To do:
Copy out the listing that follows, exactly, without its pictures.

Recorded information:
──────
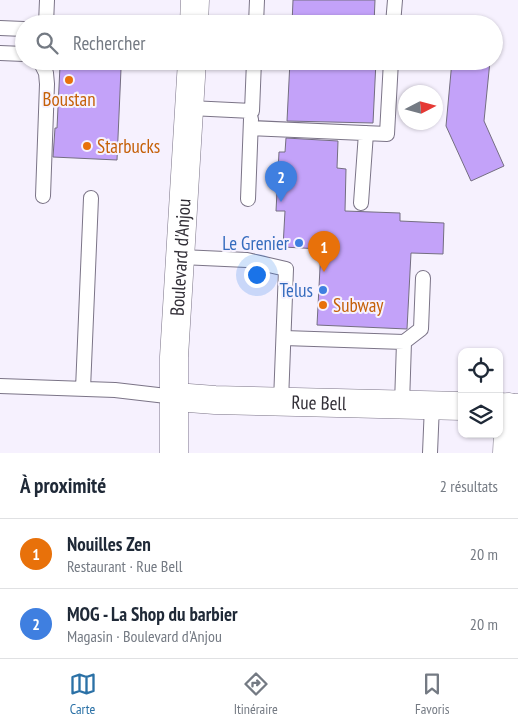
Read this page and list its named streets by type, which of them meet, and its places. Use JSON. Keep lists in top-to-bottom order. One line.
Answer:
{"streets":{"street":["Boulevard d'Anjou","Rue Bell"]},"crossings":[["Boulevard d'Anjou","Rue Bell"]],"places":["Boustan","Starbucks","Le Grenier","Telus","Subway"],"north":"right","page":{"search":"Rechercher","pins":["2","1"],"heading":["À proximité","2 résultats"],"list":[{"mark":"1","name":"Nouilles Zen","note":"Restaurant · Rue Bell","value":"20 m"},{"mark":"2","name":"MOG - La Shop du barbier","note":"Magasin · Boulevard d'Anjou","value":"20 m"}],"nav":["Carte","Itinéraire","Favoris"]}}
──────
Exercise result:
Read this page and list its named streets by type, which of them meet, and its places. Use JSON. Keep lists in top-to-bottom order. One line.
Answer:
{"streets":{"street":["Boulevard d'Anjou","Rue Bell"]},"crossings":[["Boulevard d'Anjou","Rue Bell"]],"places":["Boustan","Starbucks","Le Grenier","Telus","Subway"],"north":"right","page":{"search":"Rechercher","pins":["2","1"],"heading":["À proximité","2 résultats"],"list":[{"mark":"1","name":"Nouilles Zen","note":"Restaurant · Rue Bell","value":"20 m"},{"mark":"2","name":"MOG - La Shop du barbier","note":"Magasin · Boulevard d'Anjou","value":"20 m"}],"nav":["Carte","Itinéraire","Favoris"]}}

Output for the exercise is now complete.